Add {DOCUMENT_IMAGE} placeholder to classification prompt for multi-modal page level classification method.

Bob Strahan · Bob Strahan · commit 0d5437f5aa8f · 2025-06-02T20:11:51.000Z
diff --git a/lib/idp_common_pkg/idp_common/classification/service.py b/lib/idp_common_pkg/idp_common/classification/service.py
@@ -20,7 +20,7 @@
 import boto3
 from botocore.exceptions import ClientError
 
-from idp_common import bedrock, s3, utils
+from idp_common import bedrock, image, s3, utils
 from idp_common.classification.models import (
     ClassificationResult,
     DocumentClassification,
@@ -215,71 +215,213 @@ def _prepare_prompt_from_template(
 
         return format_prompt(prompt_template, substitutions, required_placeholders)
 
-    def _build_content_with_few_shot_examples(
+    def _build_content_with_or_without_image_placeholder(
         self,
-        task_prompt_template: str,
+        prompt_template: str,
         document_text: str,
         class_names_and_descriptions: str,
+        image_content: Optional[bytes] = None,
     ) -> List[Dict[str, Any]]:
         """
-        Build content array with few-shot examples inserted at the FEW_SHOT_EXAMPLES placeholder.
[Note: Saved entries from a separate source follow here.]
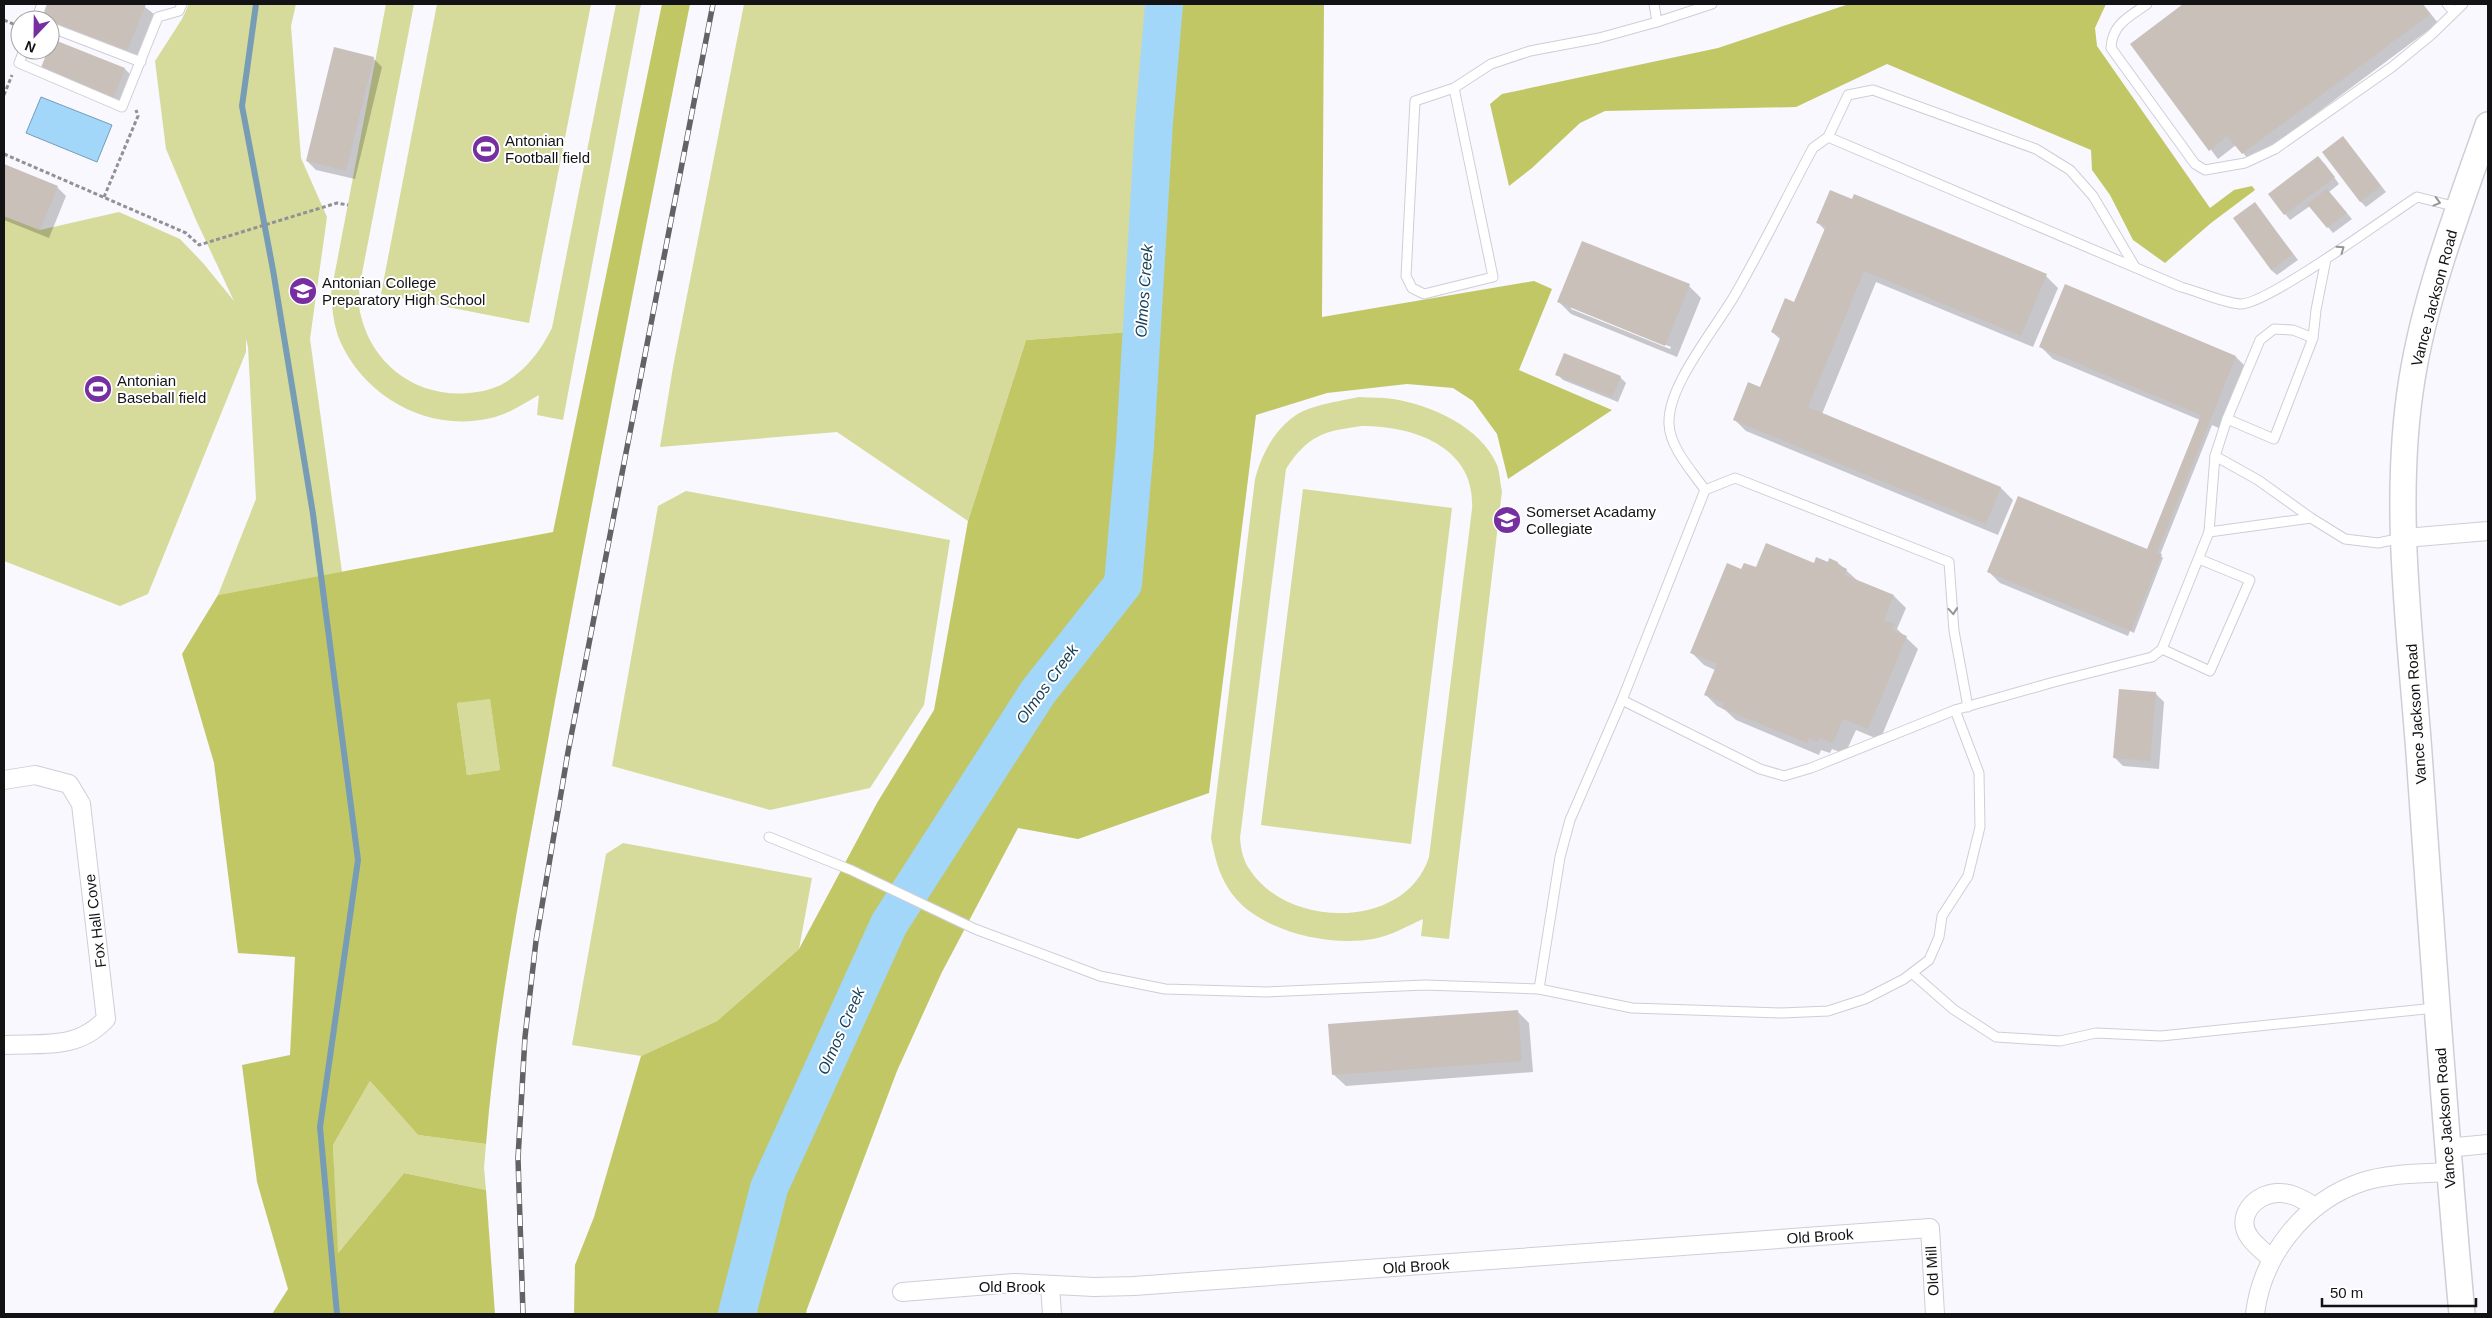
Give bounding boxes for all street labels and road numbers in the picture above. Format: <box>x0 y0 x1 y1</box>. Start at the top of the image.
street label: Vance Jackson Road <box>2408 228 2460 368</box>
street label: Vance Jackson Road <box>2403 643 2429 785</box>
street label: Fox Hall Cove <box>81 873 109 969</box>
street label: Vance Jackson Road <box>2432 1047 2458 1189</box>
street label: Old Brook <box>1786 1225 1854 1247</box>
street label: Old Mill <box>1922 1246 1942 1296</box>
street label: Old Brook <box>1382 1255 1450 1277</box>
street label: Old Brook <box>979 1278 1046 1295</box>

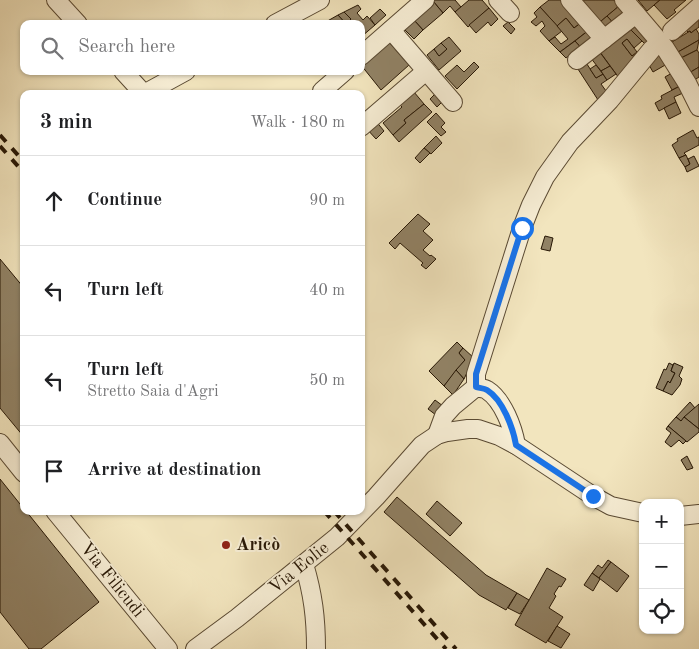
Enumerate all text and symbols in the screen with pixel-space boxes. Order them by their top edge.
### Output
search box [20,20,365,75]
icon: search [38,34,66,62]
text: Search here [78,38,175,57]
text: 3 min [40,112,93,133]
text: Walk · 180 m [250,115,345,131]
icon: ahead [40,187,68,215]
text: Continue [87,191,162,210]
text: 90 m [309,193,345,209]
route start [511,217,534,240]
icon: left [40,277,68,305]
text: Turn left [87,281,164,300]
text: 40 m [309,283,345,299]
text: Turn left [87,361,164,380]
icon: left [40,367,68,395]
text: 50 m [309,373,345,389]
text: Stretto Saia d'Agri [87,384,219,400]
icon: arrive [40,457,68,485]
text: Arrive at destination [87,461,261,480]
route end [582,485,605,508]
map controls [639,499,684,634]
button: + [639,499,684,544]
place label: Aricò [236,536,280,554]
street label: Via Filicudi [77,539,148,621]
marker: Aricò [220,539,232,551]
street label: Via Eolie [266,539,332,597]
button: − [639,544,684,589]
button: locate [639,589,684,634]

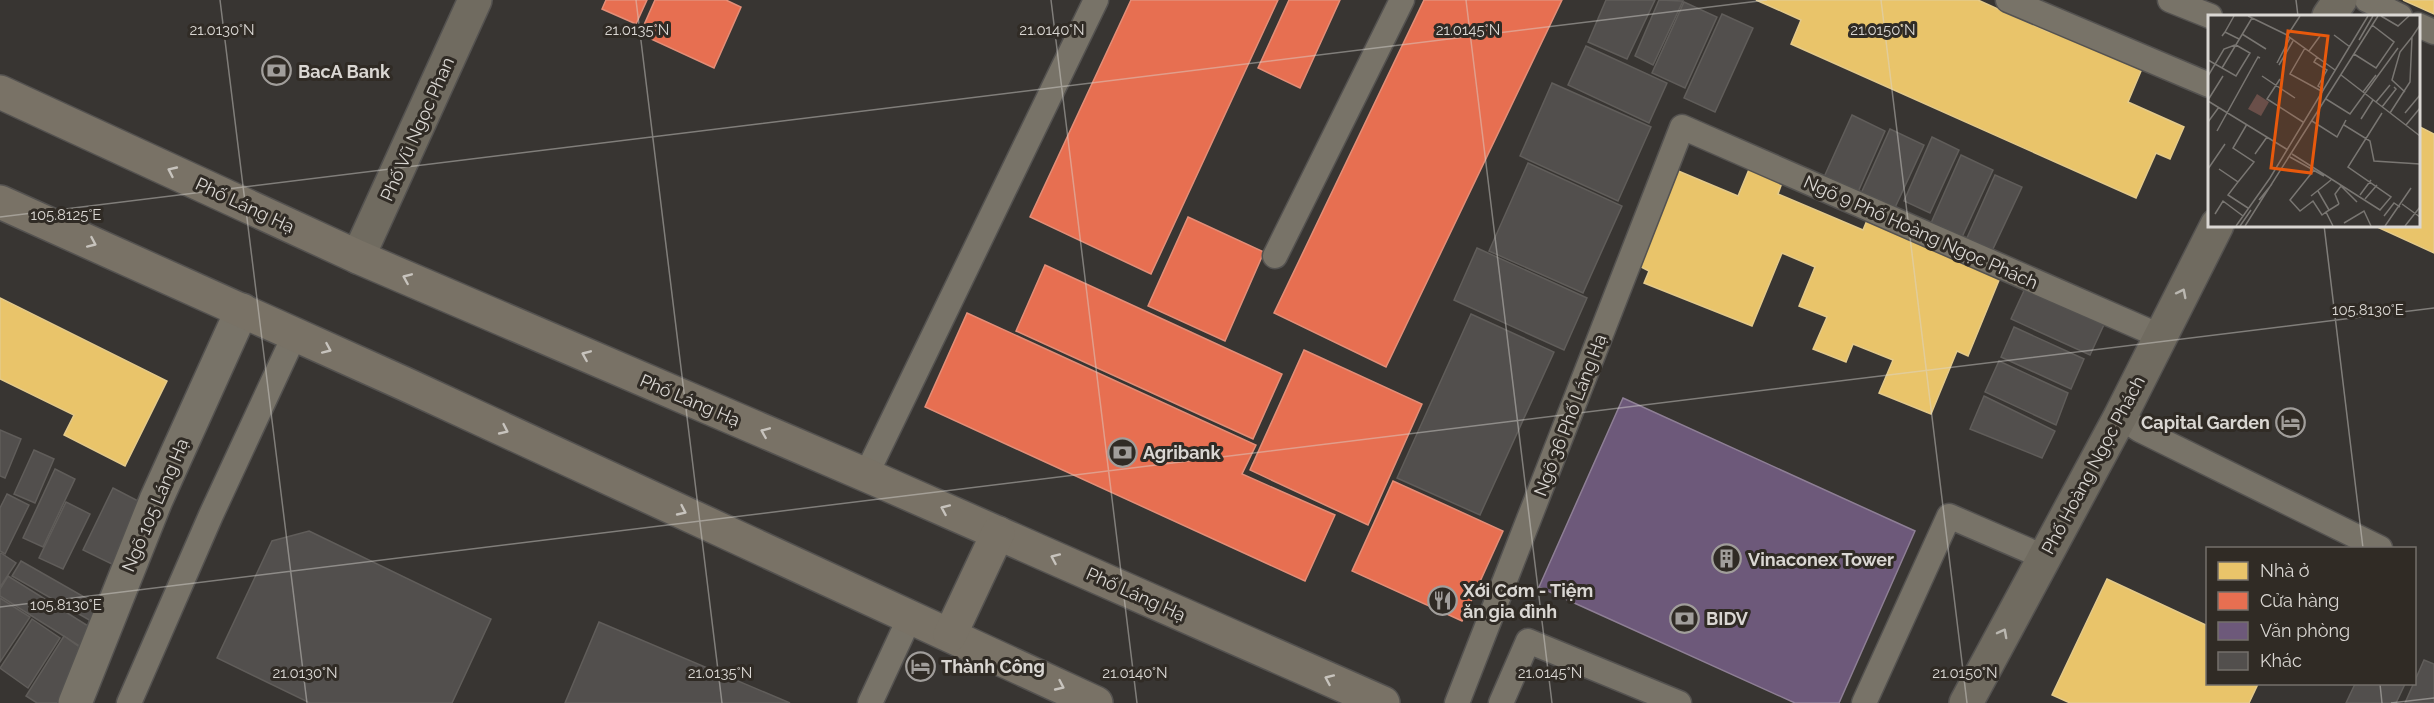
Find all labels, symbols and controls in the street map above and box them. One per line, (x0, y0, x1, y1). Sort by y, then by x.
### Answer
inset map (2208, 15, 2419, 226)
text: 21.0130°N (189, 21, 255, 39)
text: 21.0135°N (605, 21, 669, 39)
text: 21.0140°N (1019, 21, 1085, 39)
text: 21.0145°N (1436, 21, 1500, 39)
text: 21.0150°N (1850, 21, 1916, 39)
street label: Phố Vũ Ngọc Phan (376, 54, 458, 204)
bank icon: BacA Bank (261, 55, 293, 87)
place label: BacA Bank (298, 61, 391, 82)
one-way arrow (167, 166, 178, 178)
street label: Ngõ 9 Phố Hoàng Ngọc Phách (1801, 171, 2041, 293)
street label: Phố Láng Hạ (192, 173, 298, 237)
text: 105.8125°E (30, 206, 102, 224)
one-way arrow (85, 236, 96, 248)
one-way arrow (402, 273, 413, 285)
one-way arrow (2175, 289, 2186, 300)
text: 105.8130°E (2332, 301, 2404, 319)
street label: Ngõ 36 Phố Láng Hạ (1529, 331, 1611, 499)
one-way arrow (321, 341, 332, 353)
one-way arrow (582, 350, 593, 362)
street label: Phố Láng Hạ (637, 370, 743, 430)
street label: Phố Hoàng Ngọc Phách (2037, 372, 2149, 558)
hotel icon: Capital Garden (2275, 406, 2307, 438)
place label: Capital Garden (2141, 412, 2270, 433)
one-way arrow (498, 422, 509, 434)
one-way arrow (761, 427, 772, 439)
street label: Ngõ 105 Láng Hạ (117, 435, 193, 575)
bank icon: Agribank (1106, 436, 1138, 468)
place label: Agribank (1143, 442, 1221, 463)
one-way arrow (675, 504, 686, 516)
one-way arrow (940, 504, 951, 516)
building icon: Vinaconex Tower (1711, 543, 1743, 575)
legend (2206, 547, 2416, 685)
place label: Vinaconex Tower (1748, 549, 1894, 570)
one-way arrow (1050, 553, 1061, 565)
text: Nhà ở (2260, 560, 2310, 581)
street label: Phố Láng Hạ (1083, 563, 1189, 625)
place label: Xới Cơm - Tiệm ăn gia đình (1462, 580, 1593, 622)
restaurant icon: Xới Cơm - Tiệm ăn gia đình (1426, 584, 1458, 616)
text: Cửa hàng (2260, 590, 2339, 611)
text: 105.8130°E (30, 596, 102, 614)
bank icon: BIDV (1669, 602, 1701, 634)
place label: BIDV (1706, 608, 1749, 629)
text: Văn phòng (2260, 620, 2350, 641)
one-way arrow (1996, 629, 2007, 639)
hotel icon: Thành Công (904, 650, 936, 682)
text: Khác (2260, 650, 2302, 671)
place label: Thành Công (941, 656, 1045, 677)
text: 21.0130°N (272, 664, 338, 682)
text: 21.0135°N (688, 664, 752, 682)
text: 21.0140°N (1102, 664, 1168, 682)
text: 21.0145°N (1518, 664, 1582, 682)
text: 21.0150°N (1932, 664, 1998, 682)
one-way arrow (1325, 675, 1336, 687)
one-way arrow (1054, 679, 1065, 691)

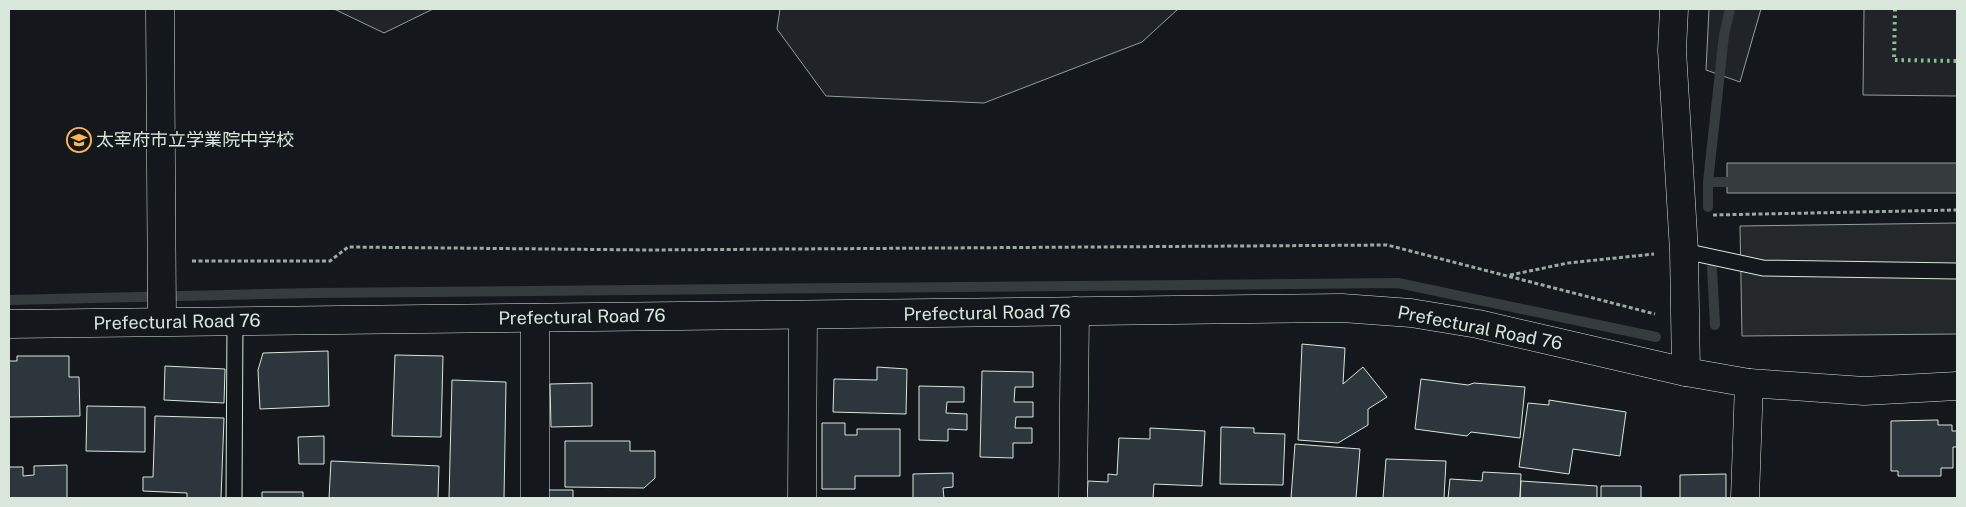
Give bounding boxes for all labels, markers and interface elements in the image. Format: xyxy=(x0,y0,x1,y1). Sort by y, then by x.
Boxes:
school or university icon: 太宰府市立学業院中学校 xyxy=(66,127,92,153)
place label: 太宰府市立学業院中学校 xyxy=(96,129,294,150)
street label: Prefectural Road 76 xyxy=(903,301,1071,324)
street label: Prefectural Road 76 xyxy=(1396,301,1564,354)
street label: Prefectural Road 76 xyxy=(498,305,666,328)
street label: Prefectural Road 76 xyxy=(93,310,261,333)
+        Build content array, automatically deciding whether to use image placeholder processing.
 
         Args:
-            task_prompt_template: The task prompt template containing {FEW_SHOT_EXAMPLES}
+            prompt_template: The prompt template that may contain {DOCUMENT_IMAGE}
             document_text: The document text content
             class_names_and_descriptions: Formatted class names and descriptions
+            image_content: Optional image content to insert
 
         Returns:
             List of content items with text and image content properly ordered
         """
-        # Split the task prompt at the FEW_SHOT_EXAMPLES placeholder
-        parts = task_prompt_template.split("{FEW_SHOT_EXAMPLES}")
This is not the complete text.